-- Dataset entries follows --

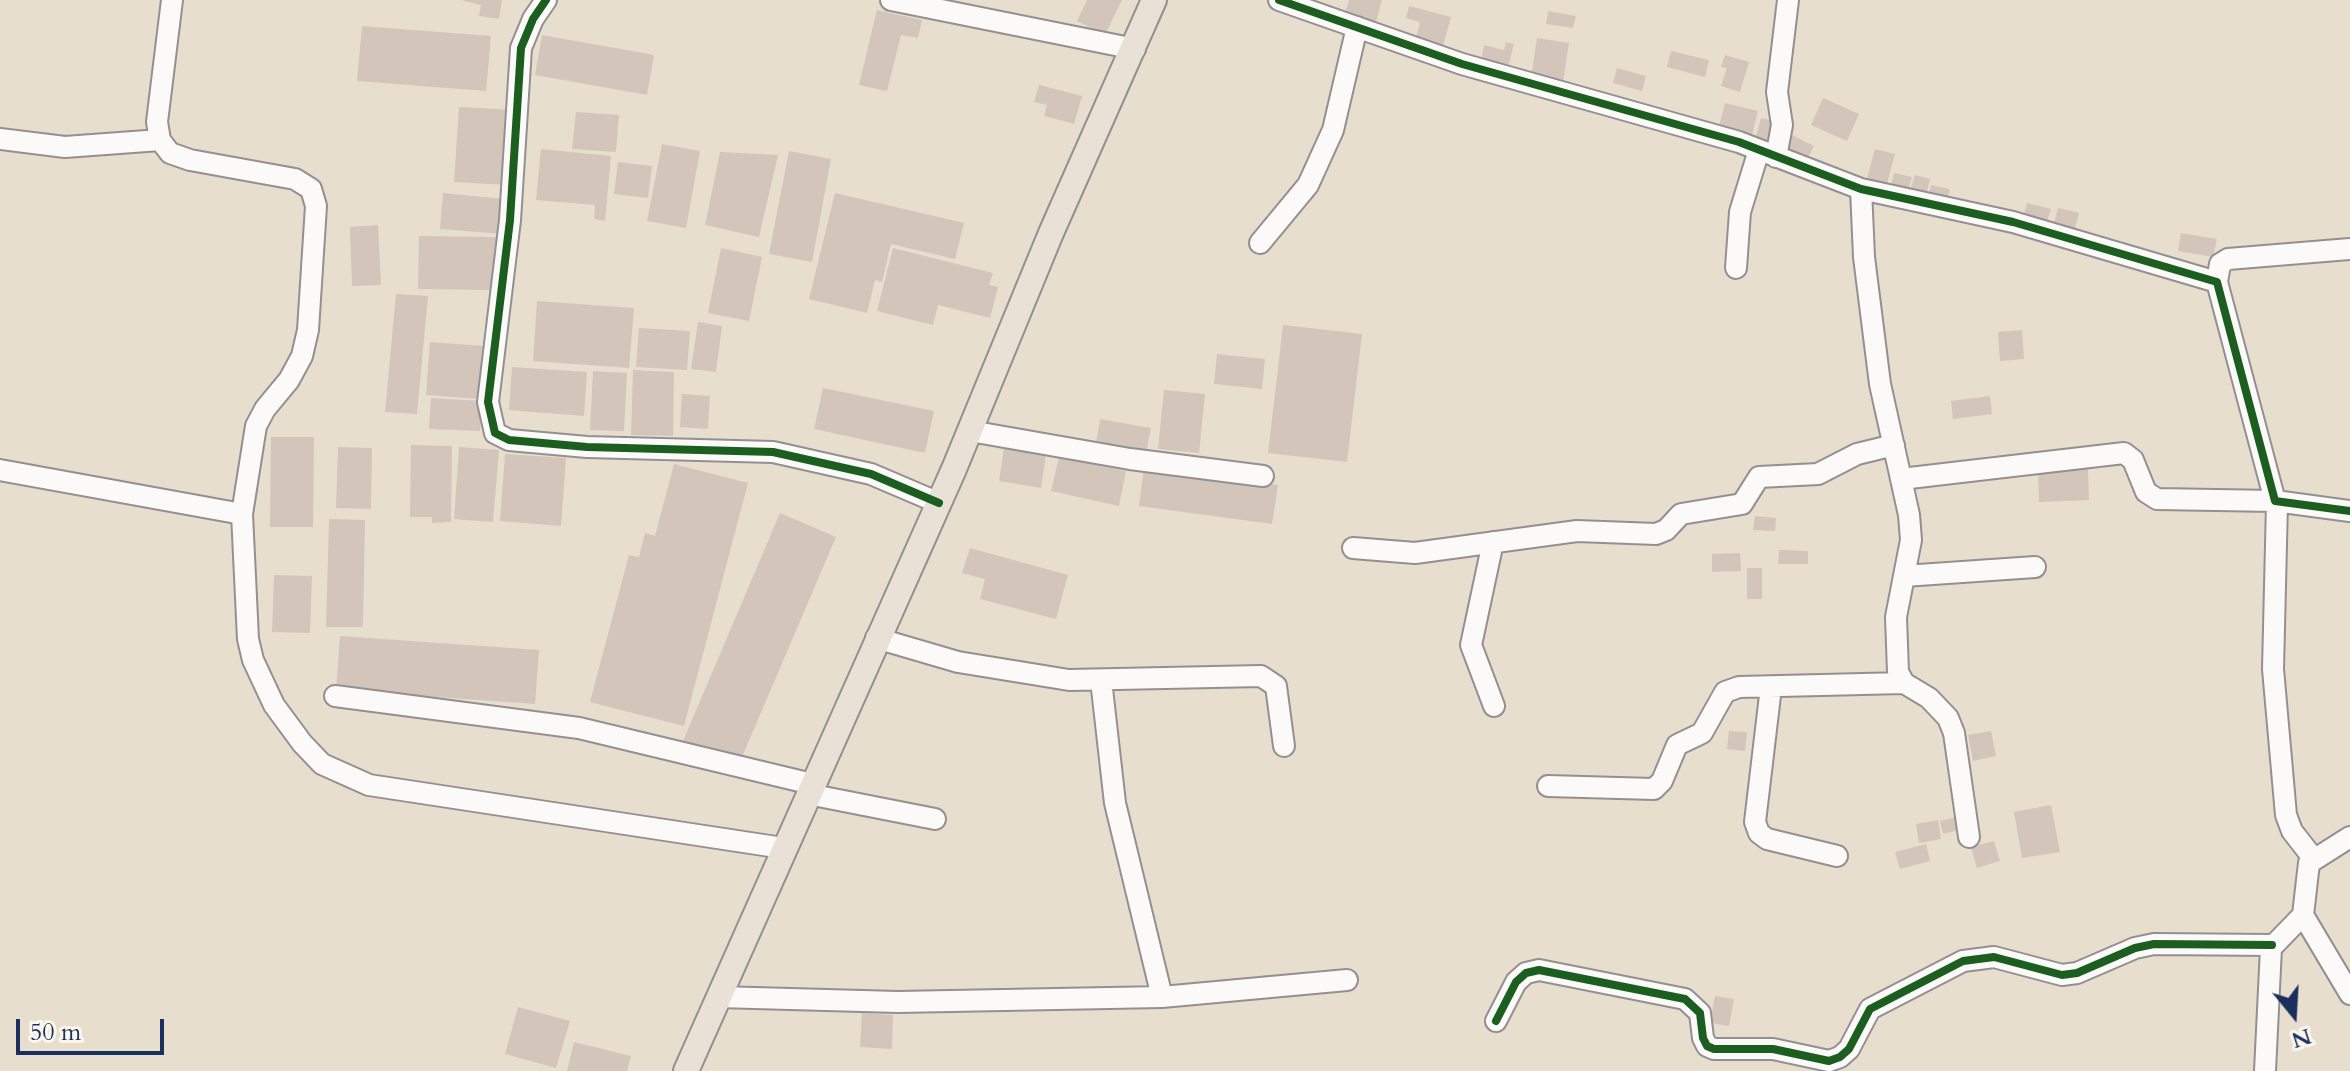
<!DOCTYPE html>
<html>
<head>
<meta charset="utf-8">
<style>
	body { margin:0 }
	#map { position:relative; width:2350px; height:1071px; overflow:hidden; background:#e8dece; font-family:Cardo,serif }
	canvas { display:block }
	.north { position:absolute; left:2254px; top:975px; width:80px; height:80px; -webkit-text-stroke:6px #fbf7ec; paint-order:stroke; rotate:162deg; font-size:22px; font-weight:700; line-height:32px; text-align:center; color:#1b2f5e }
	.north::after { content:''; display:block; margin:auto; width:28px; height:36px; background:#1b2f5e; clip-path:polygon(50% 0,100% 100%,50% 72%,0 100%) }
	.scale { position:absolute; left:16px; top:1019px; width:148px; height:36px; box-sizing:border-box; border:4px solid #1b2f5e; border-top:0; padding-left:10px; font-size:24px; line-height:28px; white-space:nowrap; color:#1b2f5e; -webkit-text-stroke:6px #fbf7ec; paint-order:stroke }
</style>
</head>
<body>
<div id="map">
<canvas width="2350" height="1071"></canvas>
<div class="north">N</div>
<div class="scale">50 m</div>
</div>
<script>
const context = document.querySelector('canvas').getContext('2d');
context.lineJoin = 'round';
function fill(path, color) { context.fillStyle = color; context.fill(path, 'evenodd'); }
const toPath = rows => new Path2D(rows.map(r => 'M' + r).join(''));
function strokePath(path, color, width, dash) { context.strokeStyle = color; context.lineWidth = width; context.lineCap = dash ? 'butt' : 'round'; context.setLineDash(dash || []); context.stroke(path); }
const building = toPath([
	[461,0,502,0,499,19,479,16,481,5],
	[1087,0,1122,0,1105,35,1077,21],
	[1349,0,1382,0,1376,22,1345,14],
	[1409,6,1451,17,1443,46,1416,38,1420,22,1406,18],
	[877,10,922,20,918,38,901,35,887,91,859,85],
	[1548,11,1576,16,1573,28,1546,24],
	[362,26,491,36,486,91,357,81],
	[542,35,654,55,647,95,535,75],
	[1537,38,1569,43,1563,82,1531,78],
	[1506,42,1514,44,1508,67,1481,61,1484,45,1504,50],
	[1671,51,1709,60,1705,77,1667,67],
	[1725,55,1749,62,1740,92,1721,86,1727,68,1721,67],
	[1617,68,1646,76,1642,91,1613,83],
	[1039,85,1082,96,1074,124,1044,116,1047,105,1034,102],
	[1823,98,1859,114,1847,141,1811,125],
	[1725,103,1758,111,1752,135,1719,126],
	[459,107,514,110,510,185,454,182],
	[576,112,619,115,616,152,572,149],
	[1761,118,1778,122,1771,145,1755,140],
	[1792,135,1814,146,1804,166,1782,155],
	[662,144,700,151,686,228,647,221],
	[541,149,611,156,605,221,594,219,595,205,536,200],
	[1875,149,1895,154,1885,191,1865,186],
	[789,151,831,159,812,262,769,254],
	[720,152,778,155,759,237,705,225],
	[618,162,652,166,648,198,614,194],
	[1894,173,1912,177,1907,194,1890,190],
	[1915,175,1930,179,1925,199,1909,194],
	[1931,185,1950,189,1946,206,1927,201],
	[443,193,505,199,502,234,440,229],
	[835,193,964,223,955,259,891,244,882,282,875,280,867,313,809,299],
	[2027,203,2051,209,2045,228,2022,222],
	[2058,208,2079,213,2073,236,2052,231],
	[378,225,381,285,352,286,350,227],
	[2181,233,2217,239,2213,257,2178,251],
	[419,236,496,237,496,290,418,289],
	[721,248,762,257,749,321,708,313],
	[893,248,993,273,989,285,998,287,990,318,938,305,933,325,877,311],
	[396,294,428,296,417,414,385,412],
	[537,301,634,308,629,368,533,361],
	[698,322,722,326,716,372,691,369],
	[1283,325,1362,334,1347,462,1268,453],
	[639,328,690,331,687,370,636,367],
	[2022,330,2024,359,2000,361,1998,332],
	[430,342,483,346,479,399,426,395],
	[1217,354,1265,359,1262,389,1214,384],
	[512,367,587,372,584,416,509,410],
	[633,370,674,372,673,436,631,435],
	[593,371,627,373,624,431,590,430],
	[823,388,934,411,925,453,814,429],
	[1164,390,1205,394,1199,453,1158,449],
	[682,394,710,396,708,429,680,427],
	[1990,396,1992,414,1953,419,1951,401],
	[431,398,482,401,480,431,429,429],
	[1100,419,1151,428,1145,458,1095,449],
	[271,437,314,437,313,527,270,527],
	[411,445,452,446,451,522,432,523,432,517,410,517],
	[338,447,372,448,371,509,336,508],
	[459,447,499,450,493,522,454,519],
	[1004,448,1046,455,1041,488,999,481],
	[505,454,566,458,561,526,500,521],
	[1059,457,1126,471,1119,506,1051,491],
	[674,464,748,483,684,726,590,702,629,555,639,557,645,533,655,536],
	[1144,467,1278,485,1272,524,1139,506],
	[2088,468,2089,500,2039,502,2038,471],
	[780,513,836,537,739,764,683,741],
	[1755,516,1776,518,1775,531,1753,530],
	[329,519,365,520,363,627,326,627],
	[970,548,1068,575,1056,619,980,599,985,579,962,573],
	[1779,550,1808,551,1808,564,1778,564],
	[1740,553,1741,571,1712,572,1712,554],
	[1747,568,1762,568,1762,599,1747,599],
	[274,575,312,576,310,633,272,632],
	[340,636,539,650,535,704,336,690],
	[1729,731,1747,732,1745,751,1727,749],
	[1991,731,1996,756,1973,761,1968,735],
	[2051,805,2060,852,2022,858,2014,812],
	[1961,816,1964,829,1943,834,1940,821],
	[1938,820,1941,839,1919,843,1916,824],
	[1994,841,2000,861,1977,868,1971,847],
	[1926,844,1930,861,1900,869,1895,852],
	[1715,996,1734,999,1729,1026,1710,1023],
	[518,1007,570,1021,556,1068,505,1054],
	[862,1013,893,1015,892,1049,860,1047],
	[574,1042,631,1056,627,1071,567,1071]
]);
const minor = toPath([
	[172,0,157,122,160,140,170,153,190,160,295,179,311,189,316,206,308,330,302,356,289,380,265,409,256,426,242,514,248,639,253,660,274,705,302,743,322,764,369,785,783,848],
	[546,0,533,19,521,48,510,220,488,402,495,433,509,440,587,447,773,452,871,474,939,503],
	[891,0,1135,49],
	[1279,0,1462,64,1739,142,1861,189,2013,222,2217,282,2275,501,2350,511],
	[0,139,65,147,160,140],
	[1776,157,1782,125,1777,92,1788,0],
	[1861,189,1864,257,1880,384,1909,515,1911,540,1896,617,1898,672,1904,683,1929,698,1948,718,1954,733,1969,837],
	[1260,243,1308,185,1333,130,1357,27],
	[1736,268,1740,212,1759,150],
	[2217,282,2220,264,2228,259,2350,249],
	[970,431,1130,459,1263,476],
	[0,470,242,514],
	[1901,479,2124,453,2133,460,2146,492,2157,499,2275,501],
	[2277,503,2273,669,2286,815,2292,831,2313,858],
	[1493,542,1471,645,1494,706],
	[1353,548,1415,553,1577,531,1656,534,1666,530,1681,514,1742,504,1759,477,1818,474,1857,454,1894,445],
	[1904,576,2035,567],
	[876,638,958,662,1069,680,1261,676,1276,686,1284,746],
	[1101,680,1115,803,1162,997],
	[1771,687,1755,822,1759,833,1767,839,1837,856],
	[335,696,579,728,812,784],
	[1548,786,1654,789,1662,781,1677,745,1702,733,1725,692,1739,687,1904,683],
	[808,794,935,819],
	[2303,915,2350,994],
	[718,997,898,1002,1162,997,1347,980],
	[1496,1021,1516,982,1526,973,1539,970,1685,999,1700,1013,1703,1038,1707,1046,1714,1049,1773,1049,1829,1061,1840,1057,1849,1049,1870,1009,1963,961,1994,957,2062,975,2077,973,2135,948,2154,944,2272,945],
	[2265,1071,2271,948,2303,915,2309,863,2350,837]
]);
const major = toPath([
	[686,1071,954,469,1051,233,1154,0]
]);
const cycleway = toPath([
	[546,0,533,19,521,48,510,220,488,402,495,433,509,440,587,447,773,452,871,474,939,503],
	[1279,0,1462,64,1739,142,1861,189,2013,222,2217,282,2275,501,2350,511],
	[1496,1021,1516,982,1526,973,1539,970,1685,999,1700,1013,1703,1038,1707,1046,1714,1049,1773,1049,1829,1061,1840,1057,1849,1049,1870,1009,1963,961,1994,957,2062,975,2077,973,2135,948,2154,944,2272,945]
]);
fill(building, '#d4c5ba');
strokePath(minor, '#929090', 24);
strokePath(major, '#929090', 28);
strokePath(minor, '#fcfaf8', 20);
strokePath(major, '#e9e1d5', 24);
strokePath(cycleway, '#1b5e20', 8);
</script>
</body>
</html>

-- Dataset entries concluded --
-- Dataset entries follows --

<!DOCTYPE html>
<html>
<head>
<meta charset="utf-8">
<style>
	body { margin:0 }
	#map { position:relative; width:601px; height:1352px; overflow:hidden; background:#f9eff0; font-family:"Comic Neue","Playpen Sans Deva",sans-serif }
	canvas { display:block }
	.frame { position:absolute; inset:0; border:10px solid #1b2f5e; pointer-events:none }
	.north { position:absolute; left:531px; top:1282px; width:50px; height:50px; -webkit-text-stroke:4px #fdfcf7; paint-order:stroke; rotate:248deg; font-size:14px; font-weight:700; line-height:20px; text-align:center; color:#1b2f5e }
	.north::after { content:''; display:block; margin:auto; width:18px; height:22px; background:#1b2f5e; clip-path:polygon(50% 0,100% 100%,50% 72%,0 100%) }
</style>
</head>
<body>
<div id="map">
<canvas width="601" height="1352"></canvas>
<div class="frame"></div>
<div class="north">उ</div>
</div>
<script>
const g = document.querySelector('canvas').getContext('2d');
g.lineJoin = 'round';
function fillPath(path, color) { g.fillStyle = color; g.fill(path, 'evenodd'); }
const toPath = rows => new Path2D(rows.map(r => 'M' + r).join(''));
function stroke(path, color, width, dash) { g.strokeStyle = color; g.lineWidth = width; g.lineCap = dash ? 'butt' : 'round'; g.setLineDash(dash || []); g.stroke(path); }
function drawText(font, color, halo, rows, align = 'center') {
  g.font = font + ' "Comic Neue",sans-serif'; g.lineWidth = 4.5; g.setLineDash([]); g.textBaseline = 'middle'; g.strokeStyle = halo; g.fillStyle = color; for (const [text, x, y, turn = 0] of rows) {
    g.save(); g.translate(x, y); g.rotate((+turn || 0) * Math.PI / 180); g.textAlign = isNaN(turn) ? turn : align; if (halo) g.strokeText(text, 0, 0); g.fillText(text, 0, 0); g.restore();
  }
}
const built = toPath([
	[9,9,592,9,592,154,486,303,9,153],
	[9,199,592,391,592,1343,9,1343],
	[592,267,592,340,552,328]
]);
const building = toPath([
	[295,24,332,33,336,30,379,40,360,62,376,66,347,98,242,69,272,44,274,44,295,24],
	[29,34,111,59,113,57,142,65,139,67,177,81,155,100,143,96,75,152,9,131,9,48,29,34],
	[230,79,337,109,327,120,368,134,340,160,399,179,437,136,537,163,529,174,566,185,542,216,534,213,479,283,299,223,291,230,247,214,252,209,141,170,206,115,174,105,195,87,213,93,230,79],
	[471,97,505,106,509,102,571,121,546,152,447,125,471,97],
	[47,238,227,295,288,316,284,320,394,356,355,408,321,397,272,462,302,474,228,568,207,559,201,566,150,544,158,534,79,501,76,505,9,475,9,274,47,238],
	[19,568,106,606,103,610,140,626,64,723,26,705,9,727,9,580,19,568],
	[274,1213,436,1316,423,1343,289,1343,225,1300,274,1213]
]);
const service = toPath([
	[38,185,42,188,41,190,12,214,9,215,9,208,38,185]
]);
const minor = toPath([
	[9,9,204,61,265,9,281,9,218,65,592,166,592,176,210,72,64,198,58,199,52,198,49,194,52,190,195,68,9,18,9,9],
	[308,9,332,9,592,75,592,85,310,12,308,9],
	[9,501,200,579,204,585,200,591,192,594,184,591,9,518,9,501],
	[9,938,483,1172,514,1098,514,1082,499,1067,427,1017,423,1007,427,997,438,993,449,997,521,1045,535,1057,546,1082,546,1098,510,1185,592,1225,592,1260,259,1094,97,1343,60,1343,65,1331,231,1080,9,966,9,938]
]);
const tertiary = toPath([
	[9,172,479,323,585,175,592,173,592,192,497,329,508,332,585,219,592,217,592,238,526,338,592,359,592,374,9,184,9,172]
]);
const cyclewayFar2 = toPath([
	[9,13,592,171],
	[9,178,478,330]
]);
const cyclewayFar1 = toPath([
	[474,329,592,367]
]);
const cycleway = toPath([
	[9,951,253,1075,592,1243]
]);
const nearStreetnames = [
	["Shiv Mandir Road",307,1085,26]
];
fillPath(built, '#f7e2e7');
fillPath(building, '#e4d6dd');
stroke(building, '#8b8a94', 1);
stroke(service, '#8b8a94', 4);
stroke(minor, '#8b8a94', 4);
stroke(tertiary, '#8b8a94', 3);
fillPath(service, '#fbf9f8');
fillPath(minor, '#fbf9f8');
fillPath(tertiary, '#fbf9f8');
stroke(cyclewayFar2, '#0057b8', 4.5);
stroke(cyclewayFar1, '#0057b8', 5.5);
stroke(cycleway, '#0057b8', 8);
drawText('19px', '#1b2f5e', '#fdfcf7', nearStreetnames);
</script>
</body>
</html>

-- Dataset entries concluded --
-- Dataset entries follows --

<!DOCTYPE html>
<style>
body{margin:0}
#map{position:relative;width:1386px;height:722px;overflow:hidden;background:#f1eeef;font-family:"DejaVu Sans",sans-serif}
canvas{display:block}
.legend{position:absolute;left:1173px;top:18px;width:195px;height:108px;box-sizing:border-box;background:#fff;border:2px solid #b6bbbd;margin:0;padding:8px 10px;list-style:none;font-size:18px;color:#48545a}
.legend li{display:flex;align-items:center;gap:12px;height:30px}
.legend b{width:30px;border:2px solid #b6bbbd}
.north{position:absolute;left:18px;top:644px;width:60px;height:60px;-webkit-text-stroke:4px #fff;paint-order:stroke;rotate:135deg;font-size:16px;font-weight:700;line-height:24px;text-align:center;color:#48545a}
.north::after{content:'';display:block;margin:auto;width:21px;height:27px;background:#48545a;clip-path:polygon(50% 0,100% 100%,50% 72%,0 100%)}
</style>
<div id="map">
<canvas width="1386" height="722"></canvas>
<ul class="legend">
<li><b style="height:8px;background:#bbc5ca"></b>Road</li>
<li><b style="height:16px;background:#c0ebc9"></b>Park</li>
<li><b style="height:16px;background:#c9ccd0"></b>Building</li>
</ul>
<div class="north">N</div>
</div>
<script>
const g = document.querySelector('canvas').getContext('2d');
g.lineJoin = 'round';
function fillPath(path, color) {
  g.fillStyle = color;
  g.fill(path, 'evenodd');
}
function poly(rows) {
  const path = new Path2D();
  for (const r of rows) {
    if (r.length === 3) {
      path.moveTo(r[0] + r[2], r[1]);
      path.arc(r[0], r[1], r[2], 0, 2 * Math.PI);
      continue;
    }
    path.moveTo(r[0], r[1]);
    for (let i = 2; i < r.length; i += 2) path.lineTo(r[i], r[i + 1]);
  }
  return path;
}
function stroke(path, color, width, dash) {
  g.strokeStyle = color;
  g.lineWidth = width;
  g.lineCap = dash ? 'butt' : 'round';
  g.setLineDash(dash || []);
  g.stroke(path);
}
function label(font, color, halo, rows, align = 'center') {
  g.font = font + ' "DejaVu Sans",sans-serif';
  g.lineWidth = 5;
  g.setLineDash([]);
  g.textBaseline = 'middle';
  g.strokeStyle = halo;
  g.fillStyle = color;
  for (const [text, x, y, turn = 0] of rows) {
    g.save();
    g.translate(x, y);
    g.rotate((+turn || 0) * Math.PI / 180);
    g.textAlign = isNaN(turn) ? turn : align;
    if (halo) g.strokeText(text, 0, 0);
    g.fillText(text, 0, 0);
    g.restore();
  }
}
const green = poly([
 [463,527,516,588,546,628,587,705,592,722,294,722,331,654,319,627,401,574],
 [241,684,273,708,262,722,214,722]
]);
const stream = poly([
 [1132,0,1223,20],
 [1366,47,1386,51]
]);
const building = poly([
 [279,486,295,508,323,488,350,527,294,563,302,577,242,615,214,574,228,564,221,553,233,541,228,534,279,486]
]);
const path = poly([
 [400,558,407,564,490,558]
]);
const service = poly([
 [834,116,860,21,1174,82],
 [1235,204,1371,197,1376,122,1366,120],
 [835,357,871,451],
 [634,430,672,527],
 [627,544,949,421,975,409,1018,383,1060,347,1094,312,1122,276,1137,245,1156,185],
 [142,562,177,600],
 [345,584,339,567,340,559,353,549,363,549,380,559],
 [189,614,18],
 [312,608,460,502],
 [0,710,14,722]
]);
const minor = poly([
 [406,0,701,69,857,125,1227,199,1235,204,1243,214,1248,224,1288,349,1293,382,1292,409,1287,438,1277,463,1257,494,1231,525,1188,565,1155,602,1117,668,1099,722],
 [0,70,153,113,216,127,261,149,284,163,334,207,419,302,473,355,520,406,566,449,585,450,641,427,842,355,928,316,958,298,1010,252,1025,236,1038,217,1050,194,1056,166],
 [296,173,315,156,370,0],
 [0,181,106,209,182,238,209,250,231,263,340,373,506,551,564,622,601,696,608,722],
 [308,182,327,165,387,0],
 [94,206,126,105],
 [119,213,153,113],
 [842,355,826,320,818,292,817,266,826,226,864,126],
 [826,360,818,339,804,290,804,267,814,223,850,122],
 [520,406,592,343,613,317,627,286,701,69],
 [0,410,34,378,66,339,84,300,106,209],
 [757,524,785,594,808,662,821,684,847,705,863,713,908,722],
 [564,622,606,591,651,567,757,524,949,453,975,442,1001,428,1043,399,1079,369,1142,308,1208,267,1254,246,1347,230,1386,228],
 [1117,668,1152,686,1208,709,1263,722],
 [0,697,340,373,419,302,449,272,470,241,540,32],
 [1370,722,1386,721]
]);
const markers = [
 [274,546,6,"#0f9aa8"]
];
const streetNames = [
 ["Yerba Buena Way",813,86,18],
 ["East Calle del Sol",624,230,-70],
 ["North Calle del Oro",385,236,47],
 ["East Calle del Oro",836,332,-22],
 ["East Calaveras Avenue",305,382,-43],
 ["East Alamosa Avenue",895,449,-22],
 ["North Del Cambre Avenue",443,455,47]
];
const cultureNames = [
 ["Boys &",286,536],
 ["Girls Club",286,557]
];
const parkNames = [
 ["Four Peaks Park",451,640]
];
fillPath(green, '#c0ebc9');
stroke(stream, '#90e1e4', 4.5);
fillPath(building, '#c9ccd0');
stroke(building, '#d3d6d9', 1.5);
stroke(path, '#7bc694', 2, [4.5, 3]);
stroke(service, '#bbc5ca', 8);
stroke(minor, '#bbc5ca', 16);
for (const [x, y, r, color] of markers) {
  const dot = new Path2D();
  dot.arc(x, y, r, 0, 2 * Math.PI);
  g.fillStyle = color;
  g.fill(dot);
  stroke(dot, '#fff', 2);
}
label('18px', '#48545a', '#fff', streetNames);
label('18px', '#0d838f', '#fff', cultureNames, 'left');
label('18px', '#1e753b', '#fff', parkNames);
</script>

-- Dataset entries concluded --

» Exercise aim
For the word "rows", work out how many lines of the entries contain it, and state the number alone.

» Solution to this problem
8